## PROBLEM DESCRIPTION:
Scan the records below for the string "service" and return every line where it appears.
[Start of Attachment]
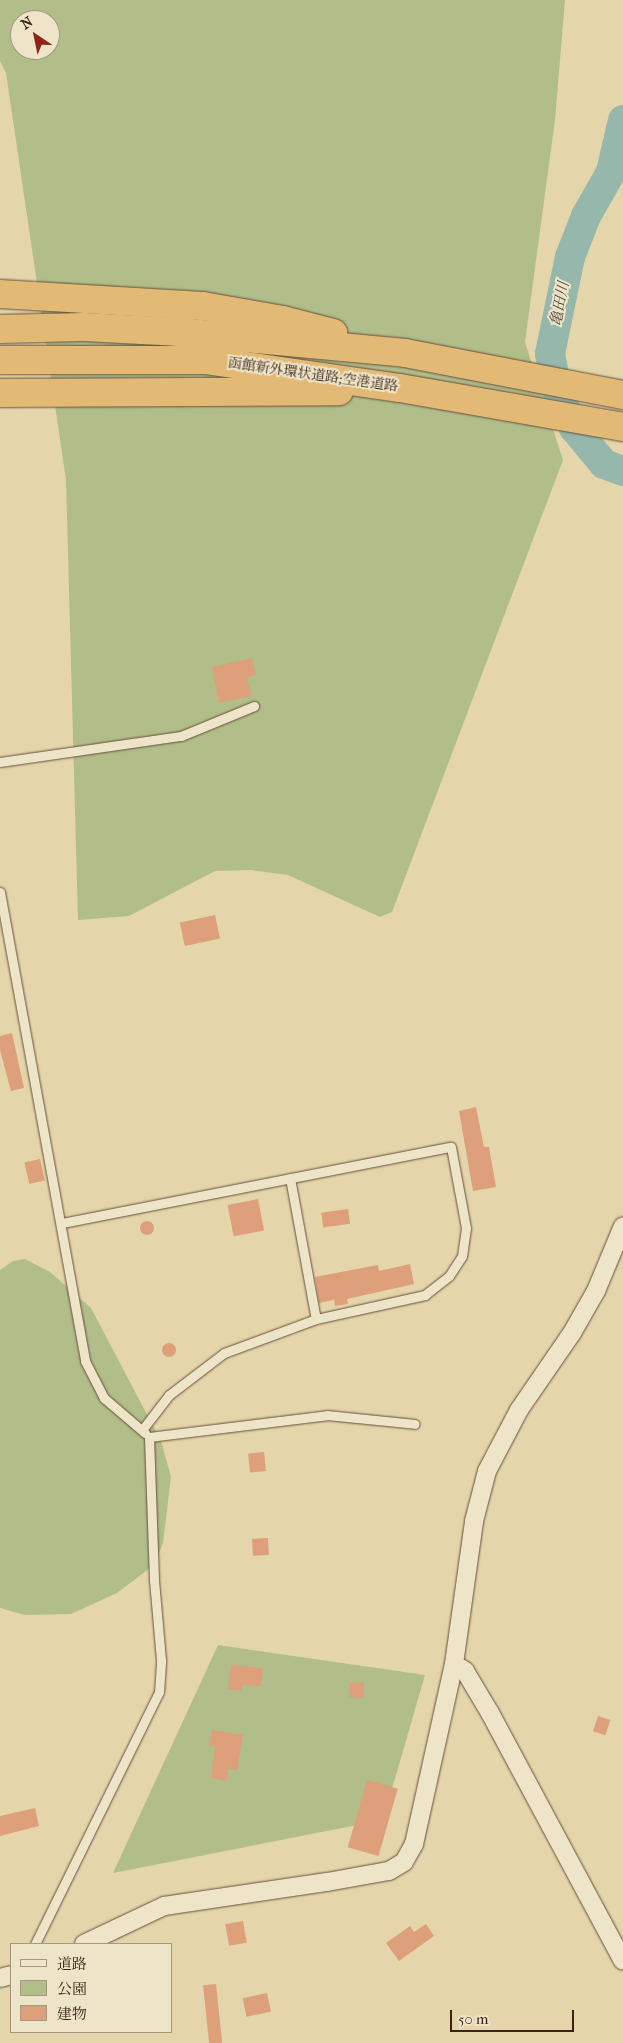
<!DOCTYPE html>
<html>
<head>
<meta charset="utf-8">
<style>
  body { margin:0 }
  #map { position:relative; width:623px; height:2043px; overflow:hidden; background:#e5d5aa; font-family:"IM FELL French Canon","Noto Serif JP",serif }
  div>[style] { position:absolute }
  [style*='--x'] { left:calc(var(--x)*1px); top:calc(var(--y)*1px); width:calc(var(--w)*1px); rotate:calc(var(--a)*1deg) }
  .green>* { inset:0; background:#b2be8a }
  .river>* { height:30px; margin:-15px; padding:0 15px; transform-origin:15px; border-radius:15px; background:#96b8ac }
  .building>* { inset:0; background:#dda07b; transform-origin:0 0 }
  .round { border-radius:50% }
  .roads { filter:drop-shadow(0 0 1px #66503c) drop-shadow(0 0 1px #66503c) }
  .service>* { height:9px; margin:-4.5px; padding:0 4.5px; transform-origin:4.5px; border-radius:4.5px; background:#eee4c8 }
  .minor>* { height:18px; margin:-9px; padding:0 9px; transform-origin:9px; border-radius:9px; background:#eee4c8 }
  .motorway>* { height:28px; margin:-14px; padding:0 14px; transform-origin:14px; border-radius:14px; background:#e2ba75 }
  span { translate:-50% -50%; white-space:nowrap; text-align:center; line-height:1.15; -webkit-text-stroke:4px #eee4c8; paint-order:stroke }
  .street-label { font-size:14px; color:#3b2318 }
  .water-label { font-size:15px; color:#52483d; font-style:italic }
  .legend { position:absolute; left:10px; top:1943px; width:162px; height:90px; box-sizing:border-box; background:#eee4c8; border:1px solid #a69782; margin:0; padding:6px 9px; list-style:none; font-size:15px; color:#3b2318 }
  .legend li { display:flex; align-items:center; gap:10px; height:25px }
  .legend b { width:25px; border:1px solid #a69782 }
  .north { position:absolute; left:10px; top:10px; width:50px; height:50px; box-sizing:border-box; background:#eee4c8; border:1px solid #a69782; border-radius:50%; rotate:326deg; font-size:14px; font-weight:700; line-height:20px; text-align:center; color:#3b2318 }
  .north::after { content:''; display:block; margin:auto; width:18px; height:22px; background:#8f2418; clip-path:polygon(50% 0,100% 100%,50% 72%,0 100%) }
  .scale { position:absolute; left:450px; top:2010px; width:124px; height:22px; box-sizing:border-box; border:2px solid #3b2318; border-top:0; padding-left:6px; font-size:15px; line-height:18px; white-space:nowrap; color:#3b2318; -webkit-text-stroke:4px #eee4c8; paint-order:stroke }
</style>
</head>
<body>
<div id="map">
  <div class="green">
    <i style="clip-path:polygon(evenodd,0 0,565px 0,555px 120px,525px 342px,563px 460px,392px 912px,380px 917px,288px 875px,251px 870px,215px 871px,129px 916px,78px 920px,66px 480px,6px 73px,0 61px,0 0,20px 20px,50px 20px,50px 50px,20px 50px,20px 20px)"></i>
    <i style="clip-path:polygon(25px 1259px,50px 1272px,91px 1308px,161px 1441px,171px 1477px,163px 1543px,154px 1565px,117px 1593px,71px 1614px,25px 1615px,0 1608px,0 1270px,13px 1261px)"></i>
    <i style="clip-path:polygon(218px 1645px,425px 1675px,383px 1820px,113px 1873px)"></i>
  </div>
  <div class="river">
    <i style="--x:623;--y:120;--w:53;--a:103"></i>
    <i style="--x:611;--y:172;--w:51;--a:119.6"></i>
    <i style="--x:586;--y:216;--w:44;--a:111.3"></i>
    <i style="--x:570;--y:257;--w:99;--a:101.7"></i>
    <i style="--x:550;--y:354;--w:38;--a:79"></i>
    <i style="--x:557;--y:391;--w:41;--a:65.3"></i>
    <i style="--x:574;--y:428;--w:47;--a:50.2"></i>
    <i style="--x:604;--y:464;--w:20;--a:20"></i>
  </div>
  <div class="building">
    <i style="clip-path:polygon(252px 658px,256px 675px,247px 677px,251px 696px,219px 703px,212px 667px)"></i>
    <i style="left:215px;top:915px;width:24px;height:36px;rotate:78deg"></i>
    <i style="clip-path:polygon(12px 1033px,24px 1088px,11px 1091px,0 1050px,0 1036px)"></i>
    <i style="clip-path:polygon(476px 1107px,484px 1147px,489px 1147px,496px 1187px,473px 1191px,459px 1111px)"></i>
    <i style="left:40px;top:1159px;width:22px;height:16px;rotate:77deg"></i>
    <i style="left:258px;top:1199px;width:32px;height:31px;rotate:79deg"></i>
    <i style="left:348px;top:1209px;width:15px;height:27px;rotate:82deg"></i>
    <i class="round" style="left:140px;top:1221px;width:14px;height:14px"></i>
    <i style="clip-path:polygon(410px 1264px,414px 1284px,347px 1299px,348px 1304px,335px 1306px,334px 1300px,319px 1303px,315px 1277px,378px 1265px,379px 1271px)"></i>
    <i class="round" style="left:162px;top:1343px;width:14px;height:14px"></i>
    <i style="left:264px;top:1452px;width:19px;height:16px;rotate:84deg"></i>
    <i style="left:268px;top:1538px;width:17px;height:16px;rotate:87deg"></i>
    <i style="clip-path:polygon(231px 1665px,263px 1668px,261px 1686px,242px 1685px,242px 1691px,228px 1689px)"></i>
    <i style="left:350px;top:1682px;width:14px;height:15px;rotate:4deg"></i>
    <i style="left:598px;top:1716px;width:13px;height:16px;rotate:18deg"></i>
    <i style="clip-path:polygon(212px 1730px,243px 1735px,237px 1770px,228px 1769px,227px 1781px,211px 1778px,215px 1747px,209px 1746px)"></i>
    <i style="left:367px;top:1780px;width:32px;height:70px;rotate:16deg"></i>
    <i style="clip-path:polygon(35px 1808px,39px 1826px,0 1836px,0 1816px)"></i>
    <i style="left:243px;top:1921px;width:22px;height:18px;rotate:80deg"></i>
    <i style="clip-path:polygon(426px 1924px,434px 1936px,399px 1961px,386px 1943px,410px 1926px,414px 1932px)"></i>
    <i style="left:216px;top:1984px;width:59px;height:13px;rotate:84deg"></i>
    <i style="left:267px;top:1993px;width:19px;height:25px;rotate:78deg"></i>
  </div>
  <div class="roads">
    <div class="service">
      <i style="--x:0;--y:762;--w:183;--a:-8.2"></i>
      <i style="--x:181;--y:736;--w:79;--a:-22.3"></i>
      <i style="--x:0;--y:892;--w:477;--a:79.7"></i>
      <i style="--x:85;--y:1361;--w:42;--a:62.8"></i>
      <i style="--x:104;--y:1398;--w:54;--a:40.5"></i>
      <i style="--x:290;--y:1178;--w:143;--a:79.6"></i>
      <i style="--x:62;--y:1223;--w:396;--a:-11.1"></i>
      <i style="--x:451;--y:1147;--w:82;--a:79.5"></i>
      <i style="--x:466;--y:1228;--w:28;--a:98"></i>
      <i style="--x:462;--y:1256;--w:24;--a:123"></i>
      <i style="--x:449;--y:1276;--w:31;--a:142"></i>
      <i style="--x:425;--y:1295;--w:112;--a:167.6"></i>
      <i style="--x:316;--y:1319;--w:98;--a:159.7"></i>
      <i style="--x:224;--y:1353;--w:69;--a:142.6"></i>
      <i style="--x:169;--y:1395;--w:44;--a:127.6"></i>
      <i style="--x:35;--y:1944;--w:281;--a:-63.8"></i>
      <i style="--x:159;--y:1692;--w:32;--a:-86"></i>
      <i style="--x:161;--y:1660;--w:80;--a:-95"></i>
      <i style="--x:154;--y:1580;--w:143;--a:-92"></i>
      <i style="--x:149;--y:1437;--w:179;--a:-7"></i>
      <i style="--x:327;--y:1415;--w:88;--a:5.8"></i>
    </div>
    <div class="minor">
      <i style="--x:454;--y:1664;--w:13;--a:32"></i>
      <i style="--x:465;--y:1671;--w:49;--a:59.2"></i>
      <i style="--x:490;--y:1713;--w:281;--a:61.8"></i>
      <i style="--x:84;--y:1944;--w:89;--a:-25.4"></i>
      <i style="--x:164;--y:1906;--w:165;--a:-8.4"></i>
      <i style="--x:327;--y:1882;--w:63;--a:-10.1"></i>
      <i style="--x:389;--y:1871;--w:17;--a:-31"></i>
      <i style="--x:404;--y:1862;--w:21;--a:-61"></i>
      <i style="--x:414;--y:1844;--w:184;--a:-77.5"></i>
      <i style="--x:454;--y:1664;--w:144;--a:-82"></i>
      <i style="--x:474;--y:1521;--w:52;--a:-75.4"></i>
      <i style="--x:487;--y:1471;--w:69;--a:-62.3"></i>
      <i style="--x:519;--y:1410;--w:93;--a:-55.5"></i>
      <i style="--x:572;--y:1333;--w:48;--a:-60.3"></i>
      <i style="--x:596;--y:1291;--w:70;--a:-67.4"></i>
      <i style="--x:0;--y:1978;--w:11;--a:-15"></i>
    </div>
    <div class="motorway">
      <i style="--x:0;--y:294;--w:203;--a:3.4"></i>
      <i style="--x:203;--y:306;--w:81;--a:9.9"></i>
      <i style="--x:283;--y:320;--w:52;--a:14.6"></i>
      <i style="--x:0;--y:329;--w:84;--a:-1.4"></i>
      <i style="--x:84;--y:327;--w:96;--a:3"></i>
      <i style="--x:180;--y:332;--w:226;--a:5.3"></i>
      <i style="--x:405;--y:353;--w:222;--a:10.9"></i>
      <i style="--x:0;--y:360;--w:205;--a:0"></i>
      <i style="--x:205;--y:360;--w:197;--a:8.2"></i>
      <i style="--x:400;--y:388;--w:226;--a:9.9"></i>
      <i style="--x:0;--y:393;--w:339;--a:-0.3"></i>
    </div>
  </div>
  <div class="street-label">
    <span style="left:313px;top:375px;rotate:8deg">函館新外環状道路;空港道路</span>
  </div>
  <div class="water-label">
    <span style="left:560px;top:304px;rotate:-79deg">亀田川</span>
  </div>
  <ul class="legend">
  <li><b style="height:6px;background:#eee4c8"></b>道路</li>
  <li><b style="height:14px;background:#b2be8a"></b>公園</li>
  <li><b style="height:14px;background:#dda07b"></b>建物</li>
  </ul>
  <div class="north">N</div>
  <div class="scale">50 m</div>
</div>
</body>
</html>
[End of Attachment]
## TASK OUTPUT:
  .service>* { height:9px; margin:-4.5px; padding:0 4.5px; transform-origin:4.5px; border-radius:4.5px; background:#eee4c8 }
    <div class="service">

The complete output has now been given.